What class of drugs is used for dissolving amyloid plaque in patients with Alzheimer's disease?

Amyloid Plaque-Lowering Monoclonal Antibodies

The class of drugs used for dissolving amyloid plaque in Alzheimer's disease is called anti-amyloid monoclonal antibodies (MABs), which are Aβ-directed plaque-lowering agents that work by activating microglia to engulf and remove amyloid-beta protein fibrillar plaques from the brain. 1, 2

Mechanism of Action

Anti-amyloid monoclonal antibodies are administered intravenously and, once in the brain, they activate microglia to engulf amyloid-beta protein fibrillar plaques, leading to dose-dependent reduction in cerebral amyloid burden 2, 3. These agents target different conformational features of amyloid-beta, including fibrillar, protofibrillar, and plaque forms, distinguishing them from failed first-generation antibodies that targeted non-toxic monomeric Aβ 3.

Currently Available Agents

FDA-Approved Therapies

• Lecanemab (Leqembi) received traditional FDA approval in July 2023 and is administered through biweekly IV infusions for ongoing therapy 1, 4

• Donanemab (Kisunla) received FDA approval in July 2024 and is administered as 700mg IV every 4 weeks for 3 doses, then 1400mg every 4 weeks, with the unique advantage of potential treatment cessation once amyloid clearance is achieved 1, 4

• Aducanumab (Aduhelm) received accelerated FDA approval in June 2021 but has been discontinued from development and sale due to limited CMS reimbursement and acceptance 1, 5

Clinical Efficacy

Both lecanemab and donanemab demonstrate approximately 30% slowing of cognitive decline in early Alzheimer's disease over 18-month trials 4, 2. Donanemab achieves more rapid amyloid reduction (60-85 Centiloid units) compared to lecanemab, and reductions below a threshold of 15-25 Centiloids are associated with clinical benefit 4, 2.
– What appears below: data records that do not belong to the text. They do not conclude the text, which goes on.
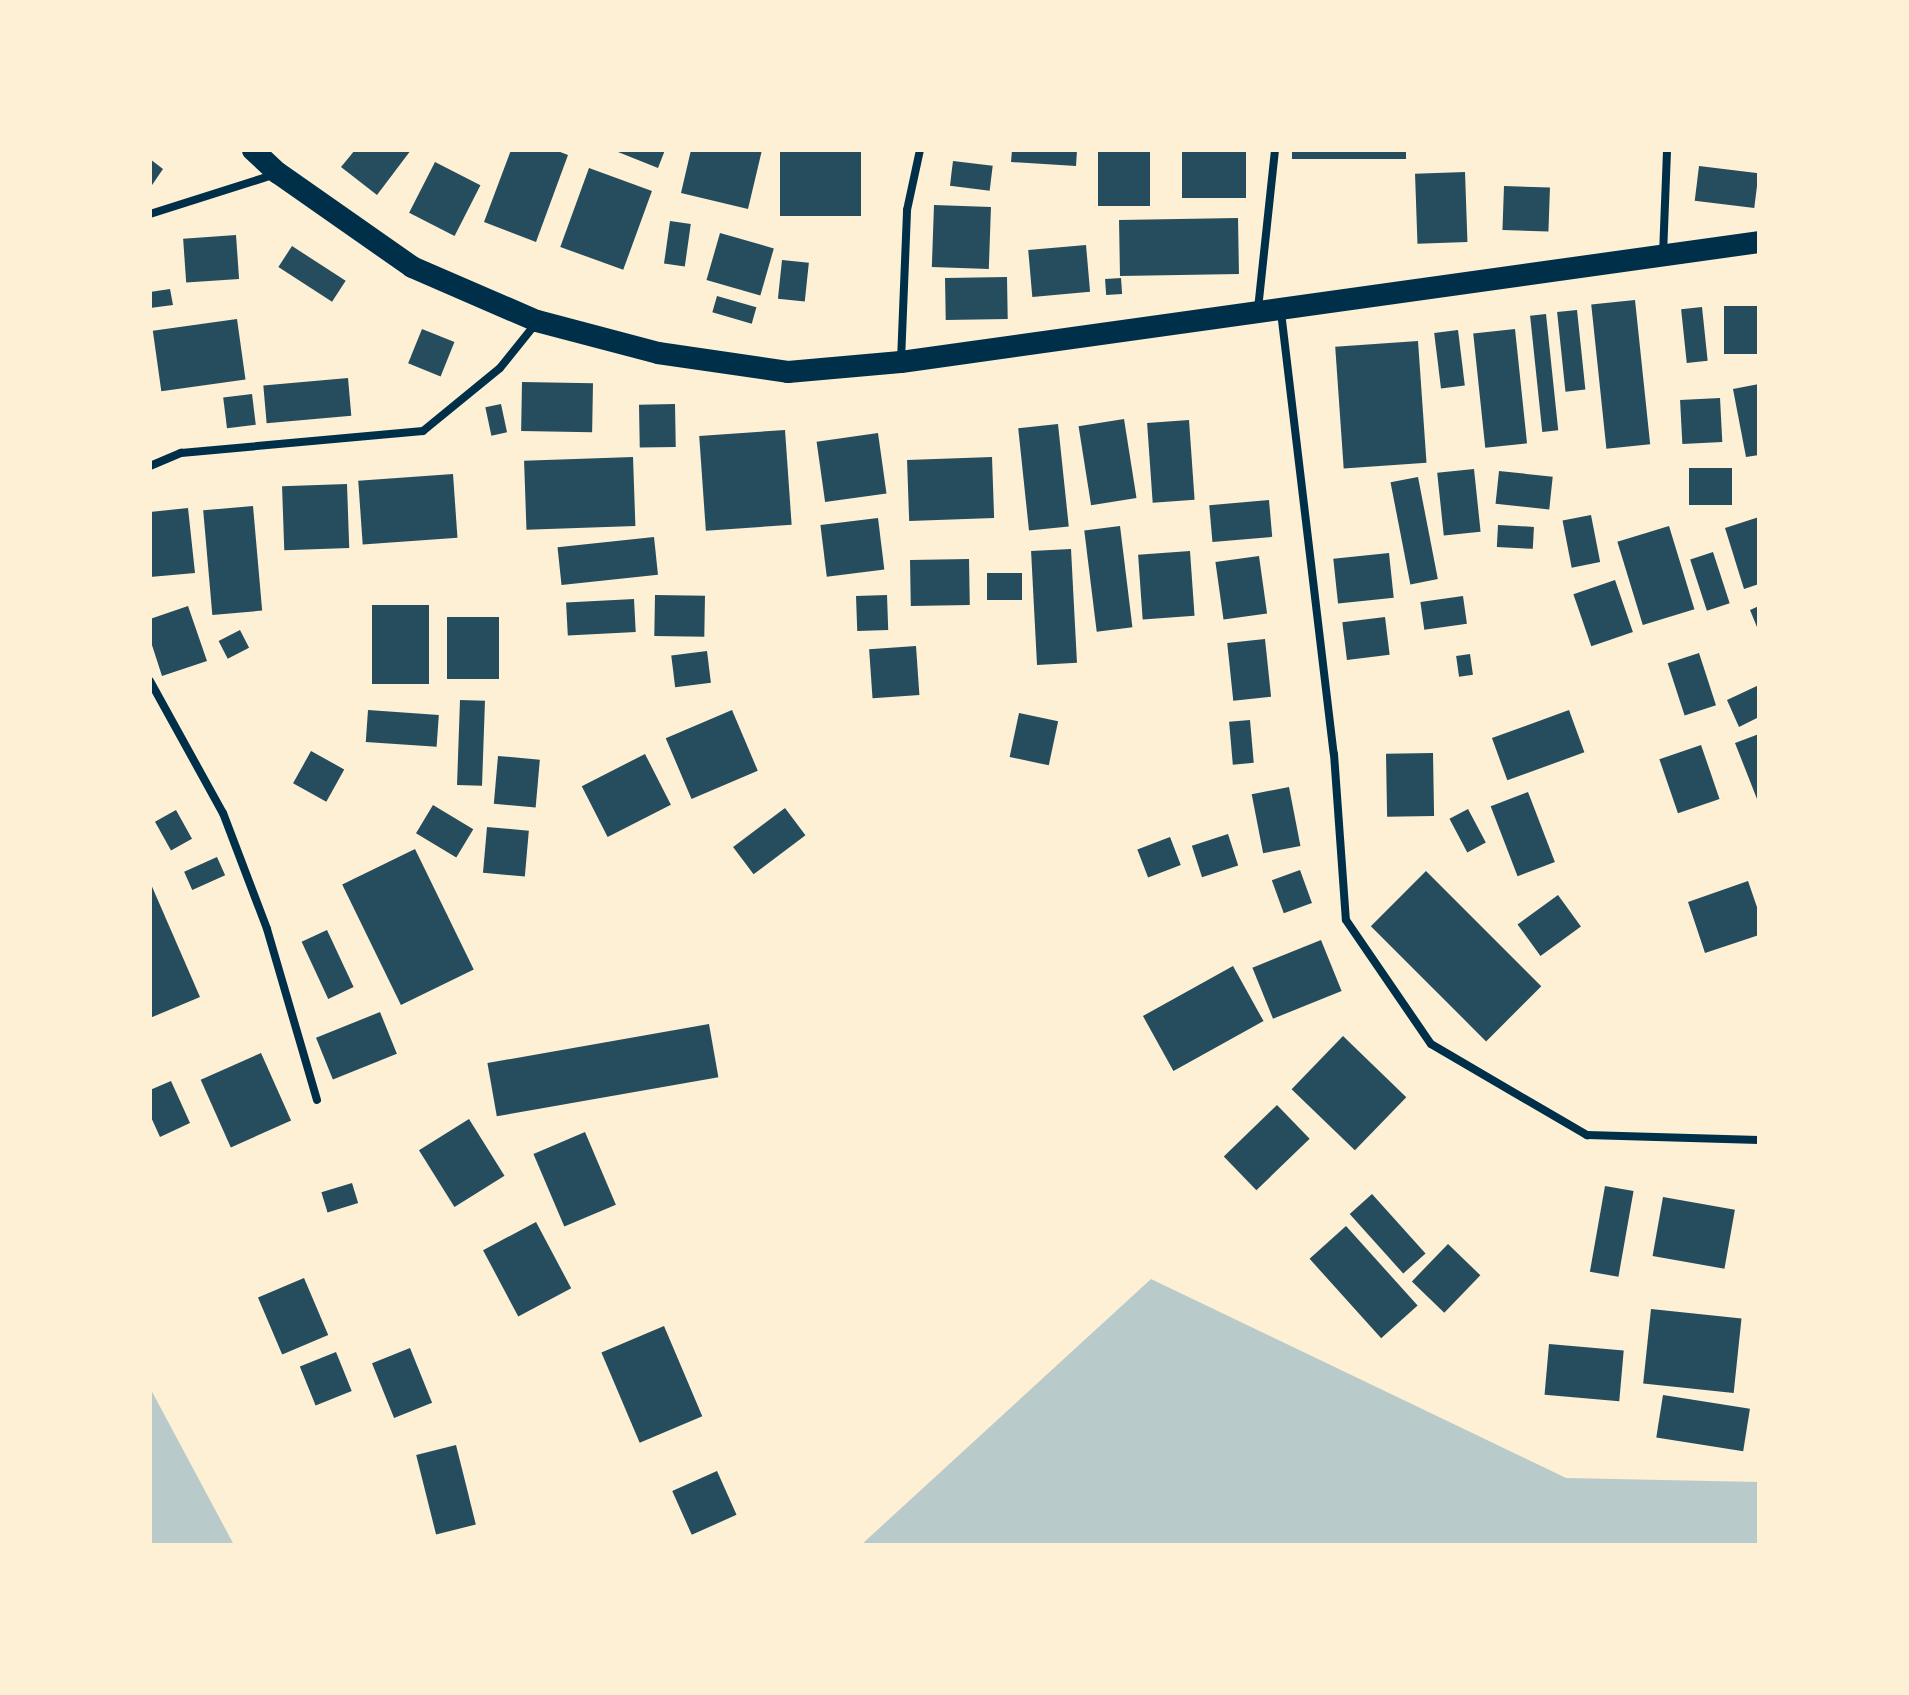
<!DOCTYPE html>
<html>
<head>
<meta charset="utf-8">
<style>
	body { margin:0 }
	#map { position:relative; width:1909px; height:1695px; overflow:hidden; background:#fdf0d5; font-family:Rubik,sans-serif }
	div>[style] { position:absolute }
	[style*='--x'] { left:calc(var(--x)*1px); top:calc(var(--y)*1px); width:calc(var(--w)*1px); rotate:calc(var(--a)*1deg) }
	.green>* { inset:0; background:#b9caca }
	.building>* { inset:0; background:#264d5e; transform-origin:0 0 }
	.minor>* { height:8px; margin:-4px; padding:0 4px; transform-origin:4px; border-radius:4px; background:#003049 }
	.trunk>* { height:22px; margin:-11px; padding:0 11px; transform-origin:11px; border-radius:11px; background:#003049 }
	span { translate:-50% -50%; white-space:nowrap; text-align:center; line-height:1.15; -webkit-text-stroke:7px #fdf0d5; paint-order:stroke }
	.frame { position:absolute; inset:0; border:152px solid #fdf0d5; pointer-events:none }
</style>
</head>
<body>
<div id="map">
	<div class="green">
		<div style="clip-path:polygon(1151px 1279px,1566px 1478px,1759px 1482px,1759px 1545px,861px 1545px)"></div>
		<div style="clip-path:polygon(150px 1388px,234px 1545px,150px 1545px)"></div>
	</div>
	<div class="building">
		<div style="clip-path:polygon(355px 150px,411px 150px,377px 195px,341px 167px)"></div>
		<div style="clip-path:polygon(511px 150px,555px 150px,568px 155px,536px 242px,484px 222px)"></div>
		<div style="clip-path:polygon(613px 150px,665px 150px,658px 168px)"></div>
		<div style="clip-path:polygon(691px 150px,762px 150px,748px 209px,681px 193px)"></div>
		<div style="left:780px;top:150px;width:81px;height:66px"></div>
		<div style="clip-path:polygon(1012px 150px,1077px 150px,1076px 166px,1011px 162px)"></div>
		<div style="left:1098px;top:150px;width:52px;height:56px"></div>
		<div style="left:1182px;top:150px;width:64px;height:48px"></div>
		<div style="left:1292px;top:150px;width:114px;height:9px"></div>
		<div style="clip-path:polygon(150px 159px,163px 169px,150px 188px)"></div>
		<div style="left:953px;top:161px;width:40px;height:25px;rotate:7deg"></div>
		<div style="left:435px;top:162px;width:51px;height:57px;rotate:27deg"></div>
		<div style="left:1699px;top:166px;width:60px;height:35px;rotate:7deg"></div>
		<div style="left:589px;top:168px;width:67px;height:84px;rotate:20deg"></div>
		<div style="left:1465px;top:172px;width:70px;height:50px;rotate:88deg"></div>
		<div style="left:1504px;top:186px;width:46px;height:44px;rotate:2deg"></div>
		<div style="left:934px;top:205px;width:57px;height:62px;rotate:2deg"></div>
		<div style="left:1238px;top:218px;width:56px;height:119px;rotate:89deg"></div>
		<div style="left:670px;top:221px;width:21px;height:43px;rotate:8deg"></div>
		<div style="left:720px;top:233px;width:56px;height:49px;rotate:16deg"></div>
		<div style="left:236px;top:235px;width:44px;height:53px;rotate:86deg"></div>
		<div style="left:1086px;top:245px;width:47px;height:58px;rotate:85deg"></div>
		<div style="left:292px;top:246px;width:64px;height:25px;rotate:33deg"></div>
		<div style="left:782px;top:260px;width:27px;height:39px;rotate:6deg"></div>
		<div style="left:1007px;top:277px;width:42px;height:62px;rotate:89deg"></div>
		<div style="left:1121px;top:278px;width:16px;height:16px;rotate:86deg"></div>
		<div style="clip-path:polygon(170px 289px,173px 305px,150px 308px,150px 292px)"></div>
		<div style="left:717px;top:296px;width:41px;height:17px;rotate:16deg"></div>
		<div style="left:1635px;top:300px;width:145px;height:44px;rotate:84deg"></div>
		<div style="left:1759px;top:306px;width:48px;height:35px;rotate:90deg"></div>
		<div style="left:1702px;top:307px;width:54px;height:21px;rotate:84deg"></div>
		<div style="left:1577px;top:310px;width:80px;height:20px;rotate:84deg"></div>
		<div style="left:1546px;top:314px;width:117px;height:16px;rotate:84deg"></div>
		<div style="left:237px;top:319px;width:61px;height:85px;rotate:82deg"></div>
		<div style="left:422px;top:329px;width:35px;height:37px;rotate:22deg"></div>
		<div style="left:1515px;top:329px;width:115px;height:42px;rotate:84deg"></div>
		<div style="left:1458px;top:330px;width:56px;height:24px;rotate:83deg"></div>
		<div style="left:1418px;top:341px;width:122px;height:83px;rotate:86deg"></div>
		<div style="left:348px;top:378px;width:38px;height:85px;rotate:85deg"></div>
		<div style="left:522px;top:382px;width:71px;height:49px;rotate:1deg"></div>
		<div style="clip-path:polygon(1759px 384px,1759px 455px,1746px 457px,1733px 389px)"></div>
		<div style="left:252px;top:394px;width:31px;height:29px;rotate:83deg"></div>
		<div style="left:1720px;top:398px;width:44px;height:40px;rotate:87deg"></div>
		<div style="left:501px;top:404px;width:29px;height:16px;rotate:78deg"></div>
		<div style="left:675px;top:404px;width:43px;height:36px;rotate:89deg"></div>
		<div style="left:1124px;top:419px;width:80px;height:46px;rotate:81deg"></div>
		<div style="left:1189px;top:420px;width:80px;height:42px;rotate:86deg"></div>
		<div style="left:1058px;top:424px;width:103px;height:40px;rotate:84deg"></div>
		<div style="left:785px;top:430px;width:95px;height:86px;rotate:86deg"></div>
		<div style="left:878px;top:433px;width:61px;height:62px;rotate:82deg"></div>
		<div style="left:633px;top:457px;width:69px;height:109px;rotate:88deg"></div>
		<div style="left:992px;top:457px;width:61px;height:85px;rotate:88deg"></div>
		<div style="left:1689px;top:468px;width:43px;height:37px"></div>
		<div style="left:1474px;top:469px;width:63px;height:37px;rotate:84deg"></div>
		<div style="left:1499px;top:471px;width:54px;height:33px;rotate:6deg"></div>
		<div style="left:453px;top:474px;width:64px;height:95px;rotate:86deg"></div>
		<div style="left:1418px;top:477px;width:104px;height:28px;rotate:79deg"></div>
		<div style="left:347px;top:484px;width:64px;height:65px;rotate:88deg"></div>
		<div style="left:1269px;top:500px;width:37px;height:60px;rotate:85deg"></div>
		<div style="left:253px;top:506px;width:105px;height:50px;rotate:85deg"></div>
		<div style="clip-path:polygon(188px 508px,195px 573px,150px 577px,150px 512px)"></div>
		<div style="left:1591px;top:515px;width:48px;height:29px;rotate:79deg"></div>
		<div style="clip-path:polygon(1759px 517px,1759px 584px,1744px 589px,1725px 528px)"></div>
		<div style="left:878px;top:518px;width:52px;height:58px;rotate:83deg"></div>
		<div style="left:1498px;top:525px;width:36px;height:22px;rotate:3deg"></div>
		<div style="left:1120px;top:526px;width:102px;height:36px;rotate:83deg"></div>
		<div style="left:1669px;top:526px;width:87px;height:54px;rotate:73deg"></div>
		<div style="left:654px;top:537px;width:38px;height:97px;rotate:84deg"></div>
		<div style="left:1071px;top:549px;width:114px;height:40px;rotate:87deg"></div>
		<div style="left:1190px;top:551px;width:65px;height:52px;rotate:86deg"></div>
		<div style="left:1713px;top:552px;width:54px;height:24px;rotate:72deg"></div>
		<div style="left:1389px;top:553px;width:45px;height:56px;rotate:84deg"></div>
		<div style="left:1259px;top:556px;width:58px;height:44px;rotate:82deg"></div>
		<div style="left:969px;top:559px;width:46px;height:59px;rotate:89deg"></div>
		<div style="left:987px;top:573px;width:35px;height:27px"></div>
		<div style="left:1615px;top:580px;width:55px;height:44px;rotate:71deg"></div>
		<div style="left:655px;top:595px;width:50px;height:41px;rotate:1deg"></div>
		<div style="left:887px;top:595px;width:35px;height:31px;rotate:88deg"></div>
		<div style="left:1463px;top:596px;width:28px;height:43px;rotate:82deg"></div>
		<div style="left:634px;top:599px;width:33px;height:68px;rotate:87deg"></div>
		<div style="left:372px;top:605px;width:57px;height:79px"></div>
		<div style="clip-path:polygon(188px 606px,207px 661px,162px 676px,150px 639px,150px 619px)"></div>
		<div style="clip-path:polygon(1759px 606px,1759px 632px,1750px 610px)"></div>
		<div style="left:447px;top:617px;width:52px;height:62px"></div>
		<div style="left:1385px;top:617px;width:38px;height:43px;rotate:83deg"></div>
		<div style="left:240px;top:630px;width:20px;height:24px;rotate:63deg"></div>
		<div style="left:1265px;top:639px;width:58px;height:38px;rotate:84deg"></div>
		<div style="left:916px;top:646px;width:49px;height:47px;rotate:86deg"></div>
		<div style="left:707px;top:651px;width:32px;height:36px;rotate:83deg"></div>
		<div style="left:1699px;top:653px;width:55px;height:33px;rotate:72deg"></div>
		<div style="left:1470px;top:654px;width:21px;height:14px;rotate:82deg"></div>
		<div style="clip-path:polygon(1759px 685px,1759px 717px,1739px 727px,1727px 700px)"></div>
		<div style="left:460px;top:700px;width:25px;height:85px;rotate:2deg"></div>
		<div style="left:368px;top:710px;width:71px;height:32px;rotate:4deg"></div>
		<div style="left:732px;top:710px;width:66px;height:72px;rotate:67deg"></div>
		<div style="left:1569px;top:710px;width:45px;height:82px;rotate:70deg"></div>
		<div style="left:1019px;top:713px;width:40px;height:45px;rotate:12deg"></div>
		<div style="left:1250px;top:720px;width:43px;height:21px;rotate:85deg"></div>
		<div style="clip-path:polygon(1759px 734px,1759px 804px,1735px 743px)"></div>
		<div style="left:1701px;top:745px;width:57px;height:44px;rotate:71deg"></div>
		<div style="left:311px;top:751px;width:38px;height:37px;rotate:29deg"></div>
		<div style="left:1433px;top:753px;width:63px;height:47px;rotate:89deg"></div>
		<div style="left:645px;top:754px;width:57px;height:71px;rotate:63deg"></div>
		<div style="left:498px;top:756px;width:42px;height:48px;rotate:5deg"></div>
		<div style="left:1289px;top:787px;width:60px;height:38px;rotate:79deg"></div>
		<div style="left:1528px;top:792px;width:75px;height:40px;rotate:69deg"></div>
		<div style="left:433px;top:805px;width:47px;height:33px;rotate:31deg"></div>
		<div style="left:785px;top:808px;width:34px;height:65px;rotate:53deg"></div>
		<div style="left:1468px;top:809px;width:38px;height:21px;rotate:62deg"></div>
		<div style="left:176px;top:810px;width:33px;height:24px;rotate:61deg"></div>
		<div style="left:487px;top:827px;width:42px;height:46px;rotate:5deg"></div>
		<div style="left:1228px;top:834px;width:33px;height:38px;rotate:72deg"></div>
		<div style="left:1170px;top:837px;width:30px;height:35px;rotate:69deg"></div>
		<div style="left:415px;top:849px;width:134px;height:81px;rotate:64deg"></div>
		<div style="left:217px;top:857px;width:20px;height:36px;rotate:66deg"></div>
		<div style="left:1300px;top:870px;width:35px;height:30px;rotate:70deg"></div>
		<div style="left:1426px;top:871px;width:163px;height:78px;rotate:45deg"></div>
		<div style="clip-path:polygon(1748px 881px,1759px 913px,1759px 935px,1705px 953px,1688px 902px)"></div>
		<div style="clip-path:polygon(150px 882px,200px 997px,150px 1018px)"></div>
		<div style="left:1558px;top:895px;width:39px;height:50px;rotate:54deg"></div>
		<div style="left:327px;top:930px;width:63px;height:28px;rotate:65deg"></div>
		<div style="left:1321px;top:940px;width:55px;height:74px;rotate:68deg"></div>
		<div style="left:1233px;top:966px;width:63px;height:103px;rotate:61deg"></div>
		<div style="left:380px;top:1012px;width:45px;height:69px;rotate:68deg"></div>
		<div style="left:709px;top:1024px;width:54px;height:225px;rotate:80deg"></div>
		<div style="left:1343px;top:1036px;width:88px;height:74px;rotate:44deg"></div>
		<div style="left:261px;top:1053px;width:74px;height:66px;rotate:66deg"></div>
		<div style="clip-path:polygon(171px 1081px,190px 1123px,160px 1137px,150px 1115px,150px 1090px)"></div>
		<div style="left:1277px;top:1105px;width:47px;height:74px;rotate:46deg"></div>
		<div style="left:469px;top:1119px;width:67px;height:59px;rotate:58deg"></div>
		<div style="left:585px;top:1132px;width:79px;height:56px;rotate:67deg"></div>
		<div style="left:352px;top:1183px;width:21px;height:32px;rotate:73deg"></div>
		<div style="left:1605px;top:1186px;width:29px;height:87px;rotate:10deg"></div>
		<div style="left:1372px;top:1194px;width:80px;height:30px;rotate:48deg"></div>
		<div style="left:1663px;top:1197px;width:73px;height:60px;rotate:10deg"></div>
		<div style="left:536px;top:1222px;width:75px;height:60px;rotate:62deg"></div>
		<div style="left:1346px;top:1226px;width:107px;height:49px;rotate:48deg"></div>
		<div style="left:1448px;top:1244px;width:45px;height:52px;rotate:44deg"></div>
		<div style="left:304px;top:1278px;width:62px;height:50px;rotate:67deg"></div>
		<div style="left:1651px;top:1309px;width:91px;height:75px;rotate:6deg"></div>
		<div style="left:664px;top:1326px;width:98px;height:68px;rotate:67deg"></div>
		<div style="left:1549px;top:1344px;width:75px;height:51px;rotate:5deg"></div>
		<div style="left:410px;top:1348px;width:59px;height:41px;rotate:68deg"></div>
		<div style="left:336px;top:1352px;width:42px;height:39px;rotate:68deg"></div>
		<div style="left:1663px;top:1395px;width:88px;height:43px;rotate:9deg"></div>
		<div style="left:456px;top:1445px;width:82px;height:41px;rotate:76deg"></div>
		<div style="left:717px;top:1471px;width:48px;height:49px;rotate:66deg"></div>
	</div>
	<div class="minor">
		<div style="--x:150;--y:214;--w:129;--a:-17.6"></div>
		<div style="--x:1663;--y:255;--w:105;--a:-87.8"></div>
		<div style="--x:1258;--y:309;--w:160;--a:-83.9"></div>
		<div style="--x:1281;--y:312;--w:445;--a:83.2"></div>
		<div style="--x:1334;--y:754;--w:166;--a:85.9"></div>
		<div style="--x:1346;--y:920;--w:150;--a:55.6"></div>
		<div style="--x:1431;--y:1044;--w:181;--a:30.3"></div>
		<div style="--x:1587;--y:1135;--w:172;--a:1.7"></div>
		<div style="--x:901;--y:361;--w:151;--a:-87.7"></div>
		<div style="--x:907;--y:210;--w:61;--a:-77.8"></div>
		<div style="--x:150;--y:466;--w:34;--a:-23"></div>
		<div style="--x:181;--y:453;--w:243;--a:-5.2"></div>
		<div style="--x:423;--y:431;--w:99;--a:-39.3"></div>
		<div style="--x:500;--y:368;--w:59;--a:-51.2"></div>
		<div style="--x:150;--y:681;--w:151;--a:61.1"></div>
		<div style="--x:223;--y:813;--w:124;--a:69.2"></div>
		<div style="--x:267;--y:929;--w:178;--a:73.7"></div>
	</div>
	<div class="trunk">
		<div style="--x:253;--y:150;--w:34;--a:43"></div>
		<div style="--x:278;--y:173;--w:164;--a:35"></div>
		<div style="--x:412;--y:267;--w:136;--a:23.4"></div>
		<div style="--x:537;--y:321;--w:125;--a:14.8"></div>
		<div style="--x:658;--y:353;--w:131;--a:8.3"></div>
		<div style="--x:788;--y:372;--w:113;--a:-5.1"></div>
		<div style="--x:901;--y:362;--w:866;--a:-7.96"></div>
	</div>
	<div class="frame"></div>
</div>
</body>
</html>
Classification as Second-Generation Agents

These are classified as second-generation anti-amyloid MABs because they target pathogenic Aβ species and aggregates rather than non-toxic monomeric forms, which explains their clinical success compared to first-generation agents like solanezumab, bapineuzumab, and crenezumab that failed in clinical trials 3.

Disease-Modifying Mechanism

Anti-amyloid MABs represent the first disease-modifying therapies for Alzheimer's disease that achieve slowing of clinical decline by intervening in the basic biological processes of the disease, supporting the amyloid hypothesis as a valid therapeutic target 6. These are breakthrough agents that can slow the inevitable progression of AD into more severe cognitive impairment 6.